START Record excerpts
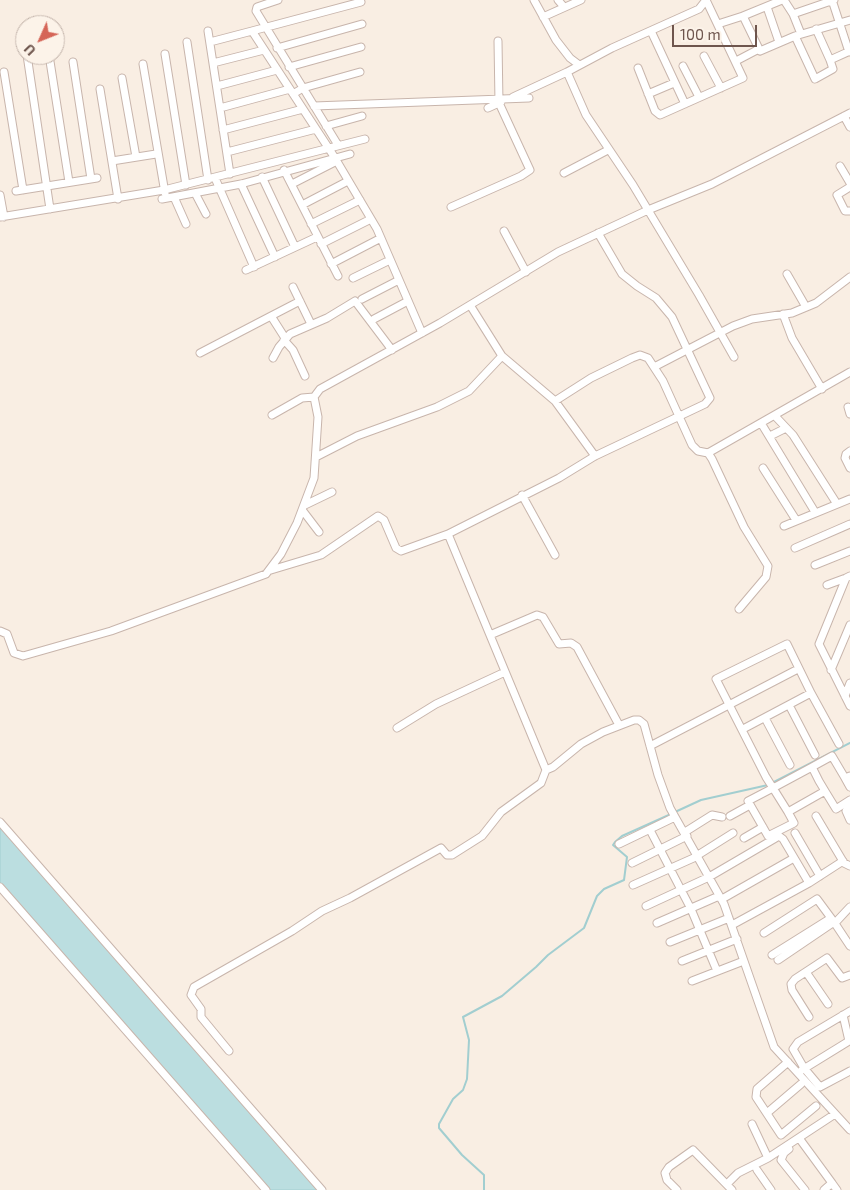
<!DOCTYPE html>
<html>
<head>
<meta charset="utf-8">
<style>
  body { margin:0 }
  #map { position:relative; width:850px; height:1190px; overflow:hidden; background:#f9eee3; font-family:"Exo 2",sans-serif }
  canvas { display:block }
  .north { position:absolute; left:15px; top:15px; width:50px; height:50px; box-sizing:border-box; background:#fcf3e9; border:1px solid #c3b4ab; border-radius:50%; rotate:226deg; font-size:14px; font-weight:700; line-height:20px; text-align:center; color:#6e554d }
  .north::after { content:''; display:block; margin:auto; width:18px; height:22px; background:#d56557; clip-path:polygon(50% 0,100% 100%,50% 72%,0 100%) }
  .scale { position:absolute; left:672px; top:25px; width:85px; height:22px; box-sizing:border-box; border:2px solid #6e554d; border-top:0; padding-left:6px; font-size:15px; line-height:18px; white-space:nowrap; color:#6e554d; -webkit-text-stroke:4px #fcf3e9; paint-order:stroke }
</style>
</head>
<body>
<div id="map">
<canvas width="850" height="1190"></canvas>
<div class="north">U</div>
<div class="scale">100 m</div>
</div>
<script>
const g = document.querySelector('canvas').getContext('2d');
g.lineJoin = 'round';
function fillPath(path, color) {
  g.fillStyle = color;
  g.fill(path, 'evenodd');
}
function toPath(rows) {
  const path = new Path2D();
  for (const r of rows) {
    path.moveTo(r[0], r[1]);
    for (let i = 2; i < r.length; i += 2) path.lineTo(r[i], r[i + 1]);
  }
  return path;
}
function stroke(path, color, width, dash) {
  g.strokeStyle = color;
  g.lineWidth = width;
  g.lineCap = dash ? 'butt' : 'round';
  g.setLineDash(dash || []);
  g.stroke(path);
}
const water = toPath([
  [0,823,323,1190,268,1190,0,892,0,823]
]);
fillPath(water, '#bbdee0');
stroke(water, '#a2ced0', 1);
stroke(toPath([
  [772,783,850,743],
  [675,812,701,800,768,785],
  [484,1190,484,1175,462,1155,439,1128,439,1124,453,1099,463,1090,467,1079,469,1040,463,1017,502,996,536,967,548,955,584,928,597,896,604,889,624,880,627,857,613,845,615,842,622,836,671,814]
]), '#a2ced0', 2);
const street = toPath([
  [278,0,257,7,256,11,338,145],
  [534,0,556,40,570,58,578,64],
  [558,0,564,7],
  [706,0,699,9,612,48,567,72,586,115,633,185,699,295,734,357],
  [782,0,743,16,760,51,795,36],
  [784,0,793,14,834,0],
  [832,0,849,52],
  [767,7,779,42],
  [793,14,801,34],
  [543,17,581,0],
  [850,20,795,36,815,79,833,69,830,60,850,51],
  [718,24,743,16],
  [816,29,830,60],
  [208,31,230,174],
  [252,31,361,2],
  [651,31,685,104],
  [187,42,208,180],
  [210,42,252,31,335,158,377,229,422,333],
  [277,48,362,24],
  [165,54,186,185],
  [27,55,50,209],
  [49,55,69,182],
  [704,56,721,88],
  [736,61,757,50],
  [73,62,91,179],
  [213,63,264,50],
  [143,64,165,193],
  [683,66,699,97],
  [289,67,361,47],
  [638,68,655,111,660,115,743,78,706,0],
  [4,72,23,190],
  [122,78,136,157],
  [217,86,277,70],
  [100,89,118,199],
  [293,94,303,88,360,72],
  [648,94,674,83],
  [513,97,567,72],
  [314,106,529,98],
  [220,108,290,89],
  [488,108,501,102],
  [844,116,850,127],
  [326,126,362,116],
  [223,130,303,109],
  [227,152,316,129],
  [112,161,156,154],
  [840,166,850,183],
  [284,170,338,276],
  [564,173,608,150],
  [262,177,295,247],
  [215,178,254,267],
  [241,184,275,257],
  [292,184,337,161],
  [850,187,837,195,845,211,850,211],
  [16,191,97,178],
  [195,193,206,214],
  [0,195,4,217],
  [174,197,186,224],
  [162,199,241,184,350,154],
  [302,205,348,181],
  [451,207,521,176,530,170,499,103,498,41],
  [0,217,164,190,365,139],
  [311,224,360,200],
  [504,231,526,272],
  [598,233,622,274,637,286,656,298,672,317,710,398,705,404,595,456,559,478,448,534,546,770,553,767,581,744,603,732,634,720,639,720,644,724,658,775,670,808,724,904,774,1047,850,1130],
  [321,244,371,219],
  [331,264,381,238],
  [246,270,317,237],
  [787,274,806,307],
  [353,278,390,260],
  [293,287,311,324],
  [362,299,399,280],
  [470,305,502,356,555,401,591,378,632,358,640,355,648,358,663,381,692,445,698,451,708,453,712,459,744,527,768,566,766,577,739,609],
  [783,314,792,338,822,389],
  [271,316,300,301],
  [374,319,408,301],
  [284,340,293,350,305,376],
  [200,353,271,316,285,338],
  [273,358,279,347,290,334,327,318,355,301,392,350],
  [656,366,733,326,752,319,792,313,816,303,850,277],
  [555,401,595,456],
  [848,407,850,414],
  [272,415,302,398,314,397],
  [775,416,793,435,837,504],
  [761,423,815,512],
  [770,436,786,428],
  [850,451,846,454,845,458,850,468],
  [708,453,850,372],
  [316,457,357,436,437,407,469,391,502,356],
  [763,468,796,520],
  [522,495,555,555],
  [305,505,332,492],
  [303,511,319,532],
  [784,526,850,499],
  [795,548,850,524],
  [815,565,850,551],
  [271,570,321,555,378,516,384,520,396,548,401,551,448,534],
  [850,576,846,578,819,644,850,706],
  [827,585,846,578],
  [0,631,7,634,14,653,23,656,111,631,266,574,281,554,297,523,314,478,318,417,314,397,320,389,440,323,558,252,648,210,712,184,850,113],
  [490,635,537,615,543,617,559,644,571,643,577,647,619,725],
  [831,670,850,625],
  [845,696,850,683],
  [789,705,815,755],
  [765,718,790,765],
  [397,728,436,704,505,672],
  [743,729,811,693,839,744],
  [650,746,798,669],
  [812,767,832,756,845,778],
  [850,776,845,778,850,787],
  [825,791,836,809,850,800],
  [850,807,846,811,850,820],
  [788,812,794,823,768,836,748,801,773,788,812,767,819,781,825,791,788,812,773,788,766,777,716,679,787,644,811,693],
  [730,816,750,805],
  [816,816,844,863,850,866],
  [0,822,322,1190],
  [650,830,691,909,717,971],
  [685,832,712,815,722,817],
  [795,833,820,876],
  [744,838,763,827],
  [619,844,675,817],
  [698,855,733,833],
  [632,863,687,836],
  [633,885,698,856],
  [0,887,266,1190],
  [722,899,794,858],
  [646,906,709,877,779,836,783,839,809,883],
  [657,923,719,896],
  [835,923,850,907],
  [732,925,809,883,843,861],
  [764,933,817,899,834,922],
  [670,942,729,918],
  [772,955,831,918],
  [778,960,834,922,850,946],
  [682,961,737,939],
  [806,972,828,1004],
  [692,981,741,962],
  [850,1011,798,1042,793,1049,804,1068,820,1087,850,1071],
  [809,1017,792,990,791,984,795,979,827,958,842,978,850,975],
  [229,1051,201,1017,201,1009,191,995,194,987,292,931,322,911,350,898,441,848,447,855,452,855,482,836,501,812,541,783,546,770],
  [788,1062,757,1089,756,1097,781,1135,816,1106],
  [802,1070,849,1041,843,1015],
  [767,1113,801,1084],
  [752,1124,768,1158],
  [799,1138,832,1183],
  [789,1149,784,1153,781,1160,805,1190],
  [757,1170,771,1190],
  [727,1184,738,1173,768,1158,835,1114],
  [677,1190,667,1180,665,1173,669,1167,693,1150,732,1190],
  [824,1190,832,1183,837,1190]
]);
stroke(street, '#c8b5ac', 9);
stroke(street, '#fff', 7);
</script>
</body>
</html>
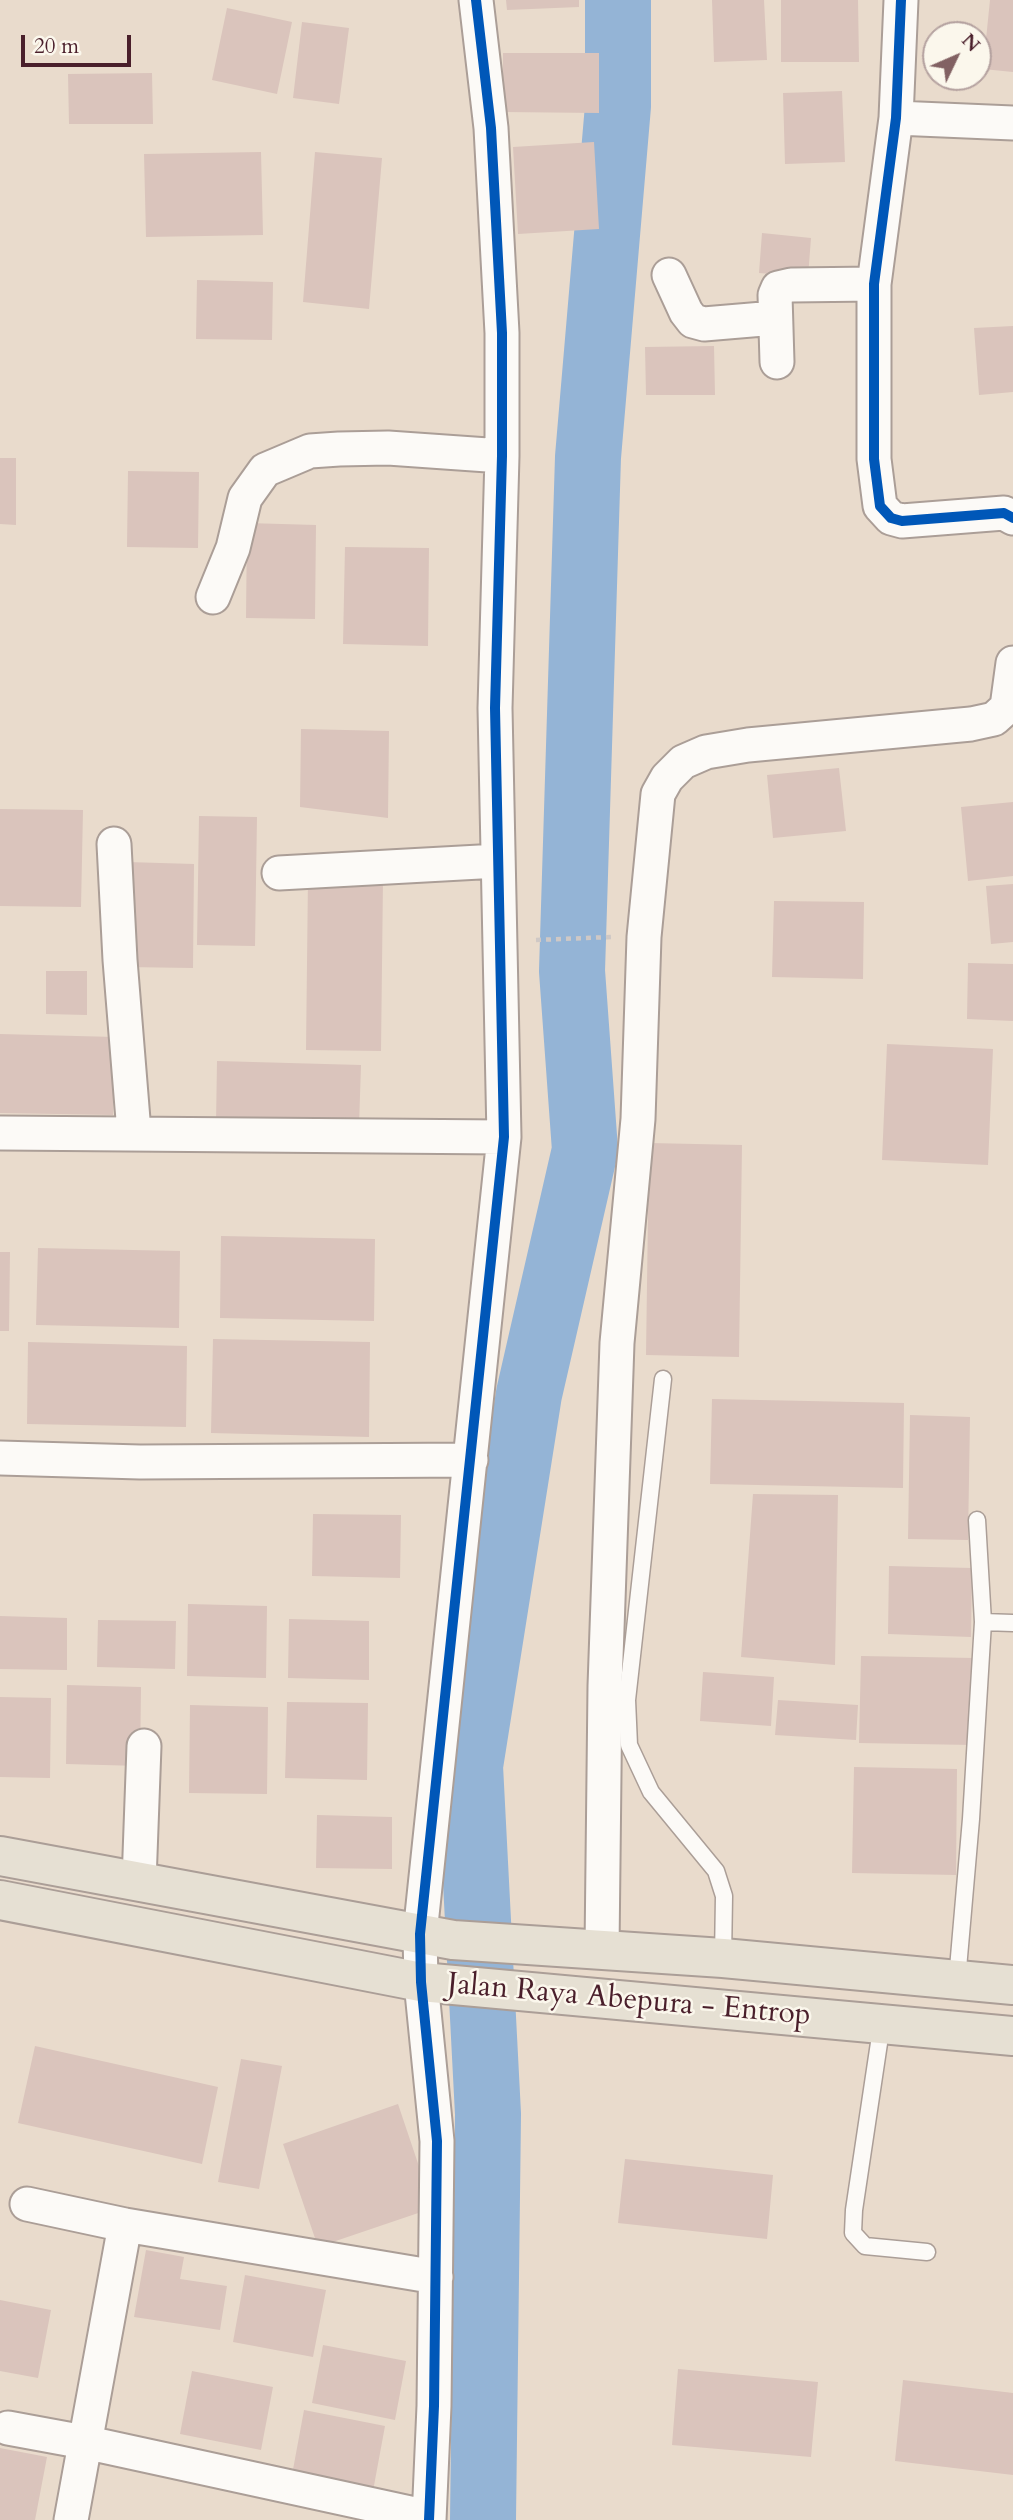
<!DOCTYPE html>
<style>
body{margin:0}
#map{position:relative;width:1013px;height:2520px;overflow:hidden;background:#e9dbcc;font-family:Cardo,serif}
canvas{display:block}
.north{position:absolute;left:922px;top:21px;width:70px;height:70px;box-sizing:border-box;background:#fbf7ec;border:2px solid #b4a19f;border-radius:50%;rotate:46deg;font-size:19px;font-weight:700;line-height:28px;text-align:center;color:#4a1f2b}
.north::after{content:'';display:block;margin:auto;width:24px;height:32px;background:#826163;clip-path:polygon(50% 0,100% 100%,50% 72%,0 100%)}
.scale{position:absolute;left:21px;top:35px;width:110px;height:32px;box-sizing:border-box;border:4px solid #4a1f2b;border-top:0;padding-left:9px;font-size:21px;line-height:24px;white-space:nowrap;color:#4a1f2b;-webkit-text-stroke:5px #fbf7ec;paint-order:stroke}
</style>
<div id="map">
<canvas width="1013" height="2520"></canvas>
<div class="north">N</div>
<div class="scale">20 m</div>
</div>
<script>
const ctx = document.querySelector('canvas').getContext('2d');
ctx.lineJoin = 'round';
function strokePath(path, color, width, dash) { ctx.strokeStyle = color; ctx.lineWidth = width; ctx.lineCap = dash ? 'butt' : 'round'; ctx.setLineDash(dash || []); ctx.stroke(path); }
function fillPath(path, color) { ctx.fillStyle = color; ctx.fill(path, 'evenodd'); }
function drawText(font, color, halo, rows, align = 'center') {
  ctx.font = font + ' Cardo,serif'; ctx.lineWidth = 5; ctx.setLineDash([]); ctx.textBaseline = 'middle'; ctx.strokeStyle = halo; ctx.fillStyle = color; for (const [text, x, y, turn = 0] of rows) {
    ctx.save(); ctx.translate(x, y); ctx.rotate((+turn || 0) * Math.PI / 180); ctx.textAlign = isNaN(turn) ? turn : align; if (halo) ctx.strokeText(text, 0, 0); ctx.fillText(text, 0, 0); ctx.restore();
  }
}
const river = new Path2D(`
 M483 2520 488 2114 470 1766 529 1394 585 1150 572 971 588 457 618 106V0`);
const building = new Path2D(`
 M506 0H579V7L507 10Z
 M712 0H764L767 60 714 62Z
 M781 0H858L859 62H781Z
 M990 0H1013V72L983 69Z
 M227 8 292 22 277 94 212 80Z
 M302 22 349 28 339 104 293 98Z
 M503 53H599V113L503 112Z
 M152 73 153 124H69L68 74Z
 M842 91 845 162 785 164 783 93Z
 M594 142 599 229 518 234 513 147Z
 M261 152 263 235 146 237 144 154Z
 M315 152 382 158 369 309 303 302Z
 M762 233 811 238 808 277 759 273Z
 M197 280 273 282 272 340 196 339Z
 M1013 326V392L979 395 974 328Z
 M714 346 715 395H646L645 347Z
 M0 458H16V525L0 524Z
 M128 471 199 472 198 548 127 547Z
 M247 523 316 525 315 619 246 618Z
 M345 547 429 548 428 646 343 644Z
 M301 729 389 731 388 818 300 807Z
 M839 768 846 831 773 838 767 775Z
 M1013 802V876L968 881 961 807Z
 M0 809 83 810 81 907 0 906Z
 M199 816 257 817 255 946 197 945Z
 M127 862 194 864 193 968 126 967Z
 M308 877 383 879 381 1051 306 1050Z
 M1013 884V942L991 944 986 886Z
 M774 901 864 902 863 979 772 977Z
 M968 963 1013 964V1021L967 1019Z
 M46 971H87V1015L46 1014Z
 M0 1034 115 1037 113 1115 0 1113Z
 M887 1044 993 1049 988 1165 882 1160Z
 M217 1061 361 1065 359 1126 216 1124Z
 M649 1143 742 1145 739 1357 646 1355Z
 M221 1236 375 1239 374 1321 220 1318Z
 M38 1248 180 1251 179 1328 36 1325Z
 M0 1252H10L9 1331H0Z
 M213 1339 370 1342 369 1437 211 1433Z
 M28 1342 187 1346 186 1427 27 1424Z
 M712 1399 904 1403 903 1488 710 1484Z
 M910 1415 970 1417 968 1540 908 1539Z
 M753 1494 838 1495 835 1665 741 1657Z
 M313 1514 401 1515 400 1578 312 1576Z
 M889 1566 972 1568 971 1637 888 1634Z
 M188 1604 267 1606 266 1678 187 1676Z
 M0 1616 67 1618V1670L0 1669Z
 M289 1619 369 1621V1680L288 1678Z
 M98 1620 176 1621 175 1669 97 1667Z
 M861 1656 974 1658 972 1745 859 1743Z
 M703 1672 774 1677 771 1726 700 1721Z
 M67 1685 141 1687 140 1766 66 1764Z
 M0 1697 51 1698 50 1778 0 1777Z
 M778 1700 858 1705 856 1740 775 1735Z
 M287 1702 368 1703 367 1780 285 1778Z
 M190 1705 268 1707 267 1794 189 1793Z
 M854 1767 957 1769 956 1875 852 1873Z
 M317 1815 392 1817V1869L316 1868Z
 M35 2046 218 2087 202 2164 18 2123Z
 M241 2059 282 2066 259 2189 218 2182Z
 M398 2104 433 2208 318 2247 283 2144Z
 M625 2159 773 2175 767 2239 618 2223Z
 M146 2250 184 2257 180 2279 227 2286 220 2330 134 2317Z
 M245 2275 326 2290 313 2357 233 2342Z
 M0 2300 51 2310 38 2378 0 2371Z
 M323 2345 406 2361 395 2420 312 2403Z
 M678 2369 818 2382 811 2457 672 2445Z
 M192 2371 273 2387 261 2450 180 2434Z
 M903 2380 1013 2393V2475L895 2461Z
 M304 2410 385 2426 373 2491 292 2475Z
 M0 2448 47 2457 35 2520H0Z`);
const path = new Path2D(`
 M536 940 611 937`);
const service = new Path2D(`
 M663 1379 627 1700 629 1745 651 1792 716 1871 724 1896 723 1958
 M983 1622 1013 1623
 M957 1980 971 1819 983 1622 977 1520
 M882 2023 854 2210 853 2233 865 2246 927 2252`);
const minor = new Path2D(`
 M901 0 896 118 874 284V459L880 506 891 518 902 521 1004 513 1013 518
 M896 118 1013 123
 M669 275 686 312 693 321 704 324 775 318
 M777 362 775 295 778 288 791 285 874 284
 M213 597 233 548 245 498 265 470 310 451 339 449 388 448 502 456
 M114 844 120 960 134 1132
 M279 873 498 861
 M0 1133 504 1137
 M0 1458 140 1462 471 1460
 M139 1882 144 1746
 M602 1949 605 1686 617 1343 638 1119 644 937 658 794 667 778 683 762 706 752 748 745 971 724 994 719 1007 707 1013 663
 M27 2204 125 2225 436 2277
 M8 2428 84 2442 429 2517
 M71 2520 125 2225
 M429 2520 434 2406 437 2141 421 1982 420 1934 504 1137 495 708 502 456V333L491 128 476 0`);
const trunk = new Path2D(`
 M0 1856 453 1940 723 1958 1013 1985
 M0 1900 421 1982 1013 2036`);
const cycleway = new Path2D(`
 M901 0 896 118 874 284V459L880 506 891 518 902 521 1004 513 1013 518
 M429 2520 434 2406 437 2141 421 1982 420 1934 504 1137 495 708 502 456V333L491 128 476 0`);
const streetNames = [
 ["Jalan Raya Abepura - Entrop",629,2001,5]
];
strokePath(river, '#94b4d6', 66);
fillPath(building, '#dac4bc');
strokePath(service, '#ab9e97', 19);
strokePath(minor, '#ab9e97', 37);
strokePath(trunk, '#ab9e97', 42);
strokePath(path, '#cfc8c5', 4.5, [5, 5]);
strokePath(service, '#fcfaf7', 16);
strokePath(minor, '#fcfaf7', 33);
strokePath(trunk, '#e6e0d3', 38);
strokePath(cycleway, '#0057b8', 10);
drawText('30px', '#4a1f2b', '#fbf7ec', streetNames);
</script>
END Record excerpts
> _Exercise prompt_
The required output is the exact lines from the opening line of the entries through the line with "g.fillStyle = color;", inclusive, without pictures.

> _Solution to this exercise_
<!DOCTYPE html>
<html>
<head>
<meta charset="utf-8">
<style>
  body { margin:0 }
  #map { position:relative; width:850px; height:1190px; overflow:hidden; background:#f9eee3; font-family:"Exo 2",sans-serif }
  canvas { display:block }
  .north { position:absolute; left:15px; top:15px; width:50px; height:50px; box-sizing:border-box; background:#fcf3e9; border:1px solid #c3b4ab; border-radius:50%; rotate:226deg; font-size:14px; font-weight:700; line-height:20px; text-align:center; color:#6e554d }
  .north::after { content:''; display:block; margin:auto; width:18px; height:22px; background:#d56557; clip-path:polygon(50% 0,100% 100%,50% 72%,0 100%) }
  .scale { position:absolute; left:672px; top:25px; width:85px; height:22px; box-sizing:border-box; border:2px solid #6e554d; border-top:0; padding-left:6px; font-size:15px; line-height:18px; white-space:nowrap; color:#6e554d; -webkit-text-stroke:4px #fcf3e9; paint-order:stroke }
</style>
</head>
<body>
<div id="map">
<canvas width="850" height="1190"></canvas>
<div class="north">U</div>
<div class="scale">100 m</div>
</div>
<script>
const g = document.querySelector('canvas').getContext('2d');
g.lineJoin = 'round';
function fillPath(path, color) {
  g.fillStyle = color;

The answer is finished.